By the time I got her to school the next day, I hit the button on the dash and the text glared back at me, “12 miles til empty”.

I knew I was low, but seeing it there in glowing red letters, kinda brought home the urgency of the situation. I refilled the tank, and breathed easier the rest of the day.

I am a busy person. And I only get busier with more obligations the older I get and the more involved my child becomes with her own life. Sometimes I don’t see just how low my own tank is getting until it becomes too obvious to ignore.

About a month ago, I looked over the available vacation time I have and decided to take a few days near Memorial Day. A 5 day weekend.

So here it is: Day 2 of my days off. I’m not at the beach or in the mountains or at Disney World. No, I am sitting on my patio. Listening to the birds, the breeze, my windchimes. I’m refilling my tank.

I’m writing this post. I’m refilling my tank.

I’m reading other blog posts. I’m having some quiet time. I’m going to spend the day with my family. I’m refilling my tank.

Yesterday, I had the most wonderful conversation with someone that I am still getting to know and every time we talk,I love her more. She inspires me, encourages my writing and the goals I have for my creative side. It refilled my tank.

This world, especially the “have tos” in life, will drain you of everything. Motivation, optimism, peace. I love that I am recognizing, more and more, the little things that refresh me.

I recently started getting up about an hour earlier than I used to. I enjoy my solitude for a while before I go and give myself to my life for the day. It’s a daily refilling that I have come to realize is necessary for me to battle the demons of anxiety and stress that fatigue me.

My mom is reading this book about decluttering one’s life. And basically, the object is to do your best to only surround yourself with things that bring you joy. Obviously we can’t control everything, but if I can have more of the activities in my life that refill my tank than drain it, well, the result is obvious, isn’t it?
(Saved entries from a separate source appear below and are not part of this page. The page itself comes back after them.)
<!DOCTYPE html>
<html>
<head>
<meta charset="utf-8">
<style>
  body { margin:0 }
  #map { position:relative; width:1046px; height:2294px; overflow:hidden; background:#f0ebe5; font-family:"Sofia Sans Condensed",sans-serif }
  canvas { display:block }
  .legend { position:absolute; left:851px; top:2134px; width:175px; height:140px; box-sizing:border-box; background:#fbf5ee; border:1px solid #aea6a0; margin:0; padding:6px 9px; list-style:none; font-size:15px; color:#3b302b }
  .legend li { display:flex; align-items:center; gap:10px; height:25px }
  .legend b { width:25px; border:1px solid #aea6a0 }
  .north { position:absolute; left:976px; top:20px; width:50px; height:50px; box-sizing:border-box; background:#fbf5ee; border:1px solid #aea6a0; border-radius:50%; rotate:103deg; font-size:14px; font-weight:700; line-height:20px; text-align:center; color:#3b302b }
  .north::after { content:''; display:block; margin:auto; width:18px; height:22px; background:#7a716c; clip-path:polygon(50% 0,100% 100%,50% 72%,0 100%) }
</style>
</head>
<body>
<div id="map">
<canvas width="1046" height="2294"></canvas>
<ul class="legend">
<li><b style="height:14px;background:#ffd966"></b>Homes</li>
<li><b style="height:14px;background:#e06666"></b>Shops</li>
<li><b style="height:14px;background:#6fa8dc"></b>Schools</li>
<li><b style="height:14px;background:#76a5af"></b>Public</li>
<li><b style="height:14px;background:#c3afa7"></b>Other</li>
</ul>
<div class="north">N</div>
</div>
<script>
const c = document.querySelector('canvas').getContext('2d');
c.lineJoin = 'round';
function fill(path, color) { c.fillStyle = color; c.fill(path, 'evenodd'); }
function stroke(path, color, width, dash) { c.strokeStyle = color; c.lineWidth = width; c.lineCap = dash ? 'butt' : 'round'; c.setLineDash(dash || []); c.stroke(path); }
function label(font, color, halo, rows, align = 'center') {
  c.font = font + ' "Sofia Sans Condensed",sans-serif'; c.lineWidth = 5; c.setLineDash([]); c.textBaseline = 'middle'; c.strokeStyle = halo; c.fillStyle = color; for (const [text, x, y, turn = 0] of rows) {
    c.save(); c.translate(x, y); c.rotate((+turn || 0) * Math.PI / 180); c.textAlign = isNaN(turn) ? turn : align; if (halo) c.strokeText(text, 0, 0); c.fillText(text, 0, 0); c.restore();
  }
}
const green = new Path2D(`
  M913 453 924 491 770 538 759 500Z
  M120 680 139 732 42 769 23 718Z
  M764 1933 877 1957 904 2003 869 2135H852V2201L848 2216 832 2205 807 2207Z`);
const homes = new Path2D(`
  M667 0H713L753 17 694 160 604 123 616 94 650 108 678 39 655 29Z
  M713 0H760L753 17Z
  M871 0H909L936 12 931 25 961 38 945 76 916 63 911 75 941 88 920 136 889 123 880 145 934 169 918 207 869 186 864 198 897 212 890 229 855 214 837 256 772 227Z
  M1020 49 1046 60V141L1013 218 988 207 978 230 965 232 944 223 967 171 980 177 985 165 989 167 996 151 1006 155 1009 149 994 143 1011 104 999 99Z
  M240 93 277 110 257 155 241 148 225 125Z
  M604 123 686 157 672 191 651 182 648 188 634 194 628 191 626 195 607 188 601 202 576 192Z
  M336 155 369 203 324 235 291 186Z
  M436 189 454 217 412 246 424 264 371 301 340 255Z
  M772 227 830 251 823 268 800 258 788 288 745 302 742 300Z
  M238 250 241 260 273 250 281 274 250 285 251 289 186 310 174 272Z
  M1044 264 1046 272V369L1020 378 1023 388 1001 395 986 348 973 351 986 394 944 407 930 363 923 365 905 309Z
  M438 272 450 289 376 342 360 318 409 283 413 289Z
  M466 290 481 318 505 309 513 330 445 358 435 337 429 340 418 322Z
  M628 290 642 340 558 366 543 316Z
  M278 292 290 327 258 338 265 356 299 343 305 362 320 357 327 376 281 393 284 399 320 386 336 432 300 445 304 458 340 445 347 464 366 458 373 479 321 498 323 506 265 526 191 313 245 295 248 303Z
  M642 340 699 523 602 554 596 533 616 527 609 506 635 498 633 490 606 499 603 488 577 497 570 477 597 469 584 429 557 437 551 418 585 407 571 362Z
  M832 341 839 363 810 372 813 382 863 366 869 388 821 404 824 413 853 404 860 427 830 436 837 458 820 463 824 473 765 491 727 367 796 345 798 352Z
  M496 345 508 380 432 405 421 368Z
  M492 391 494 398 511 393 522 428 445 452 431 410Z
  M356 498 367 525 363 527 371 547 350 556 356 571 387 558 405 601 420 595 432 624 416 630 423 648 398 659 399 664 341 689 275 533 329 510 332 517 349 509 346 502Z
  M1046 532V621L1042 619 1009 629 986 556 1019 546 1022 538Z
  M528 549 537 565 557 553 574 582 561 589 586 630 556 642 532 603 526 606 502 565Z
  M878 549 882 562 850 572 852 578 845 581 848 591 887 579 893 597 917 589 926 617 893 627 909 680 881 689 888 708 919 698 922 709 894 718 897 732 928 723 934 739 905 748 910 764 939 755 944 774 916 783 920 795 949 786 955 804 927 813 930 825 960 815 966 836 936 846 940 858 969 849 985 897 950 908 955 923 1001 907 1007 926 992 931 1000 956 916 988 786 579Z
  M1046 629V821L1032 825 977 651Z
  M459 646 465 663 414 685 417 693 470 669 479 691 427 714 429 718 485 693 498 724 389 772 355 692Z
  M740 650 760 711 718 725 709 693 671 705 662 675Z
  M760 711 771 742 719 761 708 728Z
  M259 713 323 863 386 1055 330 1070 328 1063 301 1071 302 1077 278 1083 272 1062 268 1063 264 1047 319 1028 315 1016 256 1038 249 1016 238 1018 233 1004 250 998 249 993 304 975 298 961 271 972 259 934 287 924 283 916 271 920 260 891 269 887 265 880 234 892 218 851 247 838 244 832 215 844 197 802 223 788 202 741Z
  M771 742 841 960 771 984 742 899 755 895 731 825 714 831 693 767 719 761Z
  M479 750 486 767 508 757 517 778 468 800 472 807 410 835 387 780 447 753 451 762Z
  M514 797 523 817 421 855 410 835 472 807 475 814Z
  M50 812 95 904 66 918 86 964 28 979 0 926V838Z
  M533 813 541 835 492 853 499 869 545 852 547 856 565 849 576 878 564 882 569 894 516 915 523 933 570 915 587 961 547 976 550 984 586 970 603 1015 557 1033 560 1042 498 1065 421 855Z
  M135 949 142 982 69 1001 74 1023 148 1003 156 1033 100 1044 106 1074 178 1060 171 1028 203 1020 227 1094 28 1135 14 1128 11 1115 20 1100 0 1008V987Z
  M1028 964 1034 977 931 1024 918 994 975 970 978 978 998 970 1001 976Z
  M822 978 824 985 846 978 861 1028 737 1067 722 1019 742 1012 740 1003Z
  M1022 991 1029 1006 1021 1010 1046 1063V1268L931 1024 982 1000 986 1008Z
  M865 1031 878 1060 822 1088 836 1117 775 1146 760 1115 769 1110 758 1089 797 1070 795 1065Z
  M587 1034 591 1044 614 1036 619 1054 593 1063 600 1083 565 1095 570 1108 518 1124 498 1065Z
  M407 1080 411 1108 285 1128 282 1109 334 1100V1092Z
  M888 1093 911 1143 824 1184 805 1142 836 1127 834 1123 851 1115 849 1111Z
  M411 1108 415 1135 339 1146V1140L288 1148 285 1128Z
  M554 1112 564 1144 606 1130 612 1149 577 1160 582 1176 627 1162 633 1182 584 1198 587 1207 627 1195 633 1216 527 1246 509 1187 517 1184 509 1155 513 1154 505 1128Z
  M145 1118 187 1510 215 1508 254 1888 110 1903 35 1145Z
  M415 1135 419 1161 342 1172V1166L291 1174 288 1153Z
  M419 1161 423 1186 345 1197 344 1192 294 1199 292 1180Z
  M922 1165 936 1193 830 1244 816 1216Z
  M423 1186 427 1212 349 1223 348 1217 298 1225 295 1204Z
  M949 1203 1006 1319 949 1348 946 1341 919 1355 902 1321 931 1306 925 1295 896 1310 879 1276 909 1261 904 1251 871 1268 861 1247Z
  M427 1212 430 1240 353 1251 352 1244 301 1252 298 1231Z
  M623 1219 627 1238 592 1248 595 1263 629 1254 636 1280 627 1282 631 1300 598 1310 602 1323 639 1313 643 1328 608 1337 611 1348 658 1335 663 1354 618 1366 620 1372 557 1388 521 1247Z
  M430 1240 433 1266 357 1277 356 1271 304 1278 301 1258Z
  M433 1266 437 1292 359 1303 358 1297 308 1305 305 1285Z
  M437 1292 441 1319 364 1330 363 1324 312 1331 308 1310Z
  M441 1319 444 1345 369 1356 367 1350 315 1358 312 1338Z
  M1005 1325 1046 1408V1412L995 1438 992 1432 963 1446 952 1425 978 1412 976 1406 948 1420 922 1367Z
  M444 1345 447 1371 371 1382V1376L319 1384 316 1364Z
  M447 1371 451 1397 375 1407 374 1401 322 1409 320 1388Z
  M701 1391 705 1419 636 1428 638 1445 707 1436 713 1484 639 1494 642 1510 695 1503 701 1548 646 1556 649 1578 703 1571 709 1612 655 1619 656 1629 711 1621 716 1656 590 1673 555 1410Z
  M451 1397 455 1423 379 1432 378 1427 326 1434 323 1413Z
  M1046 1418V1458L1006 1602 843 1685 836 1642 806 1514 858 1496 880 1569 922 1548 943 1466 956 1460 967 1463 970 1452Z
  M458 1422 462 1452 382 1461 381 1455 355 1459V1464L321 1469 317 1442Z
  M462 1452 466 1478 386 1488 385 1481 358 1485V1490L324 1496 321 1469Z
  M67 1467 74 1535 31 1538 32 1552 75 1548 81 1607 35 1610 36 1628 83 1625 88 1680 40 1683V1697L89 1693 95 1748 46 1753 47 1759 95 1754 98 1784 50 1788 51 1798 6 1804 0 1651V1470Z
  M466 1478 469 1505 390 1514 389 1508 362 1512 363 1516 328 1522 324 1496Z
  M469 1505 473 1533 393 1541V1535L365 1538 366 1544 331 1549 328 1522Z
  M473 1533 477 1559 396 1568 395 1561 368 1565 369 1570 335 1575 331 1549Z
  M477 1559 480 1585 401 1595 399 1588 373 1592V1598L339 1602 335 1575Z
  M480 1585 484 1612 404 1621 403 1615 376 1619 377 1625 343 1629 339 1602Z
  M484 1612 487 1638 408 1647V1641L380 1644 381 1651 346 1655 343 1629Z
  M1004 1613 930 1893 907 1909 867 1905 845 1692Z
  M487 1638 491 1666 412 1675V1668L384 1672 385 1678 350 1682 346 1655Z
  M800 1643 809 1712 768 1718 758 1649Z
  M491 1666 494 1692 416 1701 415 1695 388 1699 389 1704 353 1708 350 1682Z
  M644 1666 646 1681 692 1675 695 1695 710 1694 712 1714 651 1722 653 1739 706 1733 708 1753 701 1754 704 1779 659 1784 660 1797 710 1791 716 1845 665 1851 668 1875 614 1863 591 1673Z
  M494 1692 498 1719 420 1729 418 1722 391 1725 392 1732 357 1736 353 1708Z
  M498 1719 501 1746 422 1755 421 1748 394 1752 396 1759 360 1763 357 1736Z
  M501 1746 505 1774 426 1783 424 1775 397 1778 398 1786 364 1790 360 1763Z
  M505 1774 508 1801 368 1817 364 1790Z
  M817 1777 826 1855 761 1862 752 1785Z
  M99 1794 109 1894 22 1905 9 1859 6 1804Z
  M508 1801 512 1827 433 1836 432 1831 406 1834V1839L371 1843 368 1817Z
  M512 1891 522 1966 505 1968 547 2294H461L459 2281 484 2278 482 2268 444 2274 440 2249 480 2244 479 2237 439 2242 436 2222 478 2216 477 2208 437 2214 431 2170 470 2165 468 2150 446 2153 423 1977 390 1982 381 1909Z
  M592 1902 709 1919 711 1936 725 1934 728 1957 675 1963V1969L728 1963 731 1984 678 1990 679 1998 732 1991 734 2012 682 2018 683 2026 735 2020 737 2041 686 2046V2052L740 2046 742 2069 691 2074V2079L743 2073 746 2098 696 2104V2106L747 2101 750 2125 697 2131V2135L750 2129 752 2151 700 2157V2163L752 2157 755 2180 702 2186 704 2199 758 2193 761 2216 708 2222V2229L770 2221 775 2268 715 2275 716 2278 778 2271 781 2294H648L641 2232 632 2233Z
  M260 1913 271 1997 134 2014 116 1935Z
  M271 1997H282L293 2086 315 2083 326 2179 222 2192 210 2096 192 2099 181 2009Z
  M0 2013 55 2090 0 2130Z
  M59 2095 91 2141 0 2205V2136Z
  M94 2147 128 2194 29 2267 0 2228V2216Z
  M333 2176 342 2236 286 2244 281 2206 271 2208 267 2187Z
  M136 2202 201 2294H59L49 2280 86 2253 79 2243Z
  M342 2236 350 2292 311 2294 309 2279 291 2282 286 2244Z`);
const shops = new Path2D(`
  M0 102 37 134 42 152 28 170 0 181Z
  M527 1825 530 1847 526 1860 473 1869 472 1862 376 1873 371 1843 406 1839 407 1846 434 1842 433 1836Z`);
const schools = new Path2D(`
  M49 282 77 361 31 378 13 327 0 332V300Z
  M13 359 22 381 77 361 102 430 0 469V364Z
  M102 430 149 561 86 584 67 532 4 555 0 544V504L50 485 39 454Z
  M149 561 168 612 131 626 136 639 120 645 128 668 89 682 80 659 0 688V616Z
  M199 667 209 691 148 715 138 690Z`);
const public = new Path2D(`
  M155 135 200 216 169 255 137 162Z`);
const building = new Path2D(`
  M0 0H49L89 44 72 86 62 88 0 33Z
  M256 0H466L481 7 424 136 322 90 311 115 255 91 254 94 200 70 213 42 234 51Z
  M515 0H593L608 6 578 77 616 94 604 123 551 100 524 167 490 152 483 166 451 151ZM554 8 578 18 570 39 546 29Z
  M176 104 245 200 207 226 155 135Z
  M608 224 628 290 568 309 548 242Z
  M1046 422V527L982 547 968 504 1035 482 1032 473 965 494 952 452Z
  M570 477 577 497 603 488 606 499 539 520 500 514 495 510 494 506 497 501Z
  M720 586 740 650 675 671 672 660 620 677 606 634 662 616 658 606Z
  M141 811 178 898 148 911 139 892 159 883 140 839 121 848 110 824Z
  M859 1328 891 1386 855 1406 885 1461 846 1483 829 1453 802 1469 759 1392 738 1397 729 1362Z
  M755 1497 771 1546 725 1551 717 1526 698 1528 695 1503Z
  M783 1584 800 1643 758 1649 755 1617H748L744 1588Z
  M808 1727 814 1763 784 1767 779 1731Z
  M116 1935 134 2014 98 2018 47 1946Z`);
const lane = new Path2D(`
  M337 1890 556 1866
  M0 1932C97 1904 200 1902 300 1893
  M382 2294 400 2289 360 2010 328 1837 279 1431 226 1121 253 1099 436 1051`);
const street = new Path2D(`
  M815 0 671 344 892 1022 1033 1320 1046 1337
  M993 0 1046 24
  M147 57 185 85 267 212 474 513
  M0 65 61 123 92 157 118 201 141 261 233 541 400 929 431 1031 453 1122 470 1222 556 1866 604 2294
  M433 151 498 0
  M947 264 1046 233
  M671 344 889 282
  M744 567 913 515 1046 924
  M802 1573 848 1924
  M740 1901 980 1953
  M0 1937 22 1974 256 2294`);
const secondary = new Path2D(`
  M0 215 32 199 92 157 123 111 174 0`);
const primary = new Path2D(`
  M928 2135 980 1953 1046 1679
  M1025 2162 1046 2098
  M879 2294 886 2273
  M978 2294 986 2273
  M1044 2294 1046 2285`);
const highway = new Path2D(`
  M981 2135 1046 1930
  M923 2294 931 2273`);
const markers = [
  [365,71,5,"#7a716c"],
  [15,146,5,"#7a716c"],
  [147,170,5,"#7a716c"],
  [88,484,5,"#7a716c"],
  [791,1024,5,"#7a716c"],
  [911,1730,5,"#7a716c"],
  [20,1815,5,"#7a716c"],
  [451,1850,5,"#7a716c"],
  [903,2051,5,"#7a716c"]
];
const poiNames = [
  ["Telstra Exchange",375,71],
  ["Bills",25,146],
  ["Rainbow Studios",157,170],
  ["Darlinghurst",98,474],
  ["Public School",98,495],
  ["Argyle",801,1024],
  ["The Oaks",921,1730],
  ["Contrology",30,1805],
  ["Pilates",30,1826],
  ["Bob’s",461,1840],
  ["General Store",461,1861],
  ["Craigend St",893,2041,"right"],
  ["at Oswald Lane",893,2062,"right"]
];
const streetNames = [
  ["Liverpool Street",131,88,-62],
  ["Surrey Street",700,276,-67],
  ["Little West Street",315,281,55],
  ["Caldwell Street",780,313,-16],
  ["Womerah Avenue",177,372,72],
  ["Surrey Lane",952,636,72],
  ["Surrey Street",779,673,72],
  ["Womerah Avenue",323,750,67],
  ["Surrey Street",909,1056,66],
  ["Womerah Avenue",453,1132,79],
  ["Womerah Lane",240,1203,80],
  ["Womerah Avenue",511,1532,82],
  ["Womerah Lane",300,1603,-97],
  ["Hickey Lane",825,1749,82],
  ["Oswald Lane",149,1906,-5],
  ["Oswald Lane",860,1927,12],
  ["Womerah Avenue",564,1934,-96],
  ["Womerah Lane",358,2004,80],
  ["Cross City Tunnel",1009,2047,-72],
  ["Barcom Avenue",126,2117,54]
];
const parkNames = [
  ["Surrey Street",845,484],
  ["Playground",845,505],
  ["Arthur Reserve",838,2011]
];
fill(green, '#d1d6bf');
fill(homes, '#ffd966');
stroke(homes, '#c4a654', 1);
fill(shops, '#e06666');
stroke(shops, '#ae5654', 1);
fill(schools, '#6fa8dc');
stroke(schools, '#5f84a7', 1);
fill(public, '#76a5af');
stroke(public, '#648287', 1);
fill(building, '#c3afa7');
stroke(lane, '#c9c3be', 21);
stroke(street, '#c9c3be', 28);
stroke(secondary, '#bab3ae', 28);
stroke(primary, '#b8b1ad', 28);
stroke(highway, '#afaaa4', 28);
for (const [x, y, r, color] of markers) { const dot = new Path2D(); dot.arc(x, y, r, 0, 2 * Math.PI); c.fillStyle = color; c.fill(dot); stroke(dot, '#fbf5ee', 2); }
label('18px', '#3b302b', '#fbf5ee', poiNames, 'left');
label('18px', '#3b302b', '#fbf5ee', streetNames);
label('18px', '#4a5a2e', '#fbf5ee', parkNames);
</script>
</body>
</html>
Joy.

So much of life is about the choices we make. I used to stress about them all. Now, I don’t. I write. I get up early and drink in the sunrise. I dye my hair a fabulous shade of red. I wear shorts even though I’m not at my goal weight. I clean the house when I bloody well feel like it. I stay up for one more episode of our show with my daughter.

I refill my tank.

I recently recognized and allowed to sink in, the very strong need I have for control. Over all kinds of things. It is unhealthy. It dictates my life in such a way that I feel miserable if I feel as though I’m not in control of more things than I am not. And so I’m learning a new balance. Learning that the “need to do” list is actually very different from what I thought. Yes, I have responsibilities. Even as I write this, there is housework that *needs* to be done. And I will get to it. Eventually. For now, I am choosing the thing that will refill my tank.

The obligations, the responsibilities of life are always there, always will be. This day, this moment will not be.

I am choosing to refill my tank for the next 4 days. It will be depleted within my first day back to work with a week full of “have tos”.

I was 12 miles til empty on Wednesday. The needle is rising again.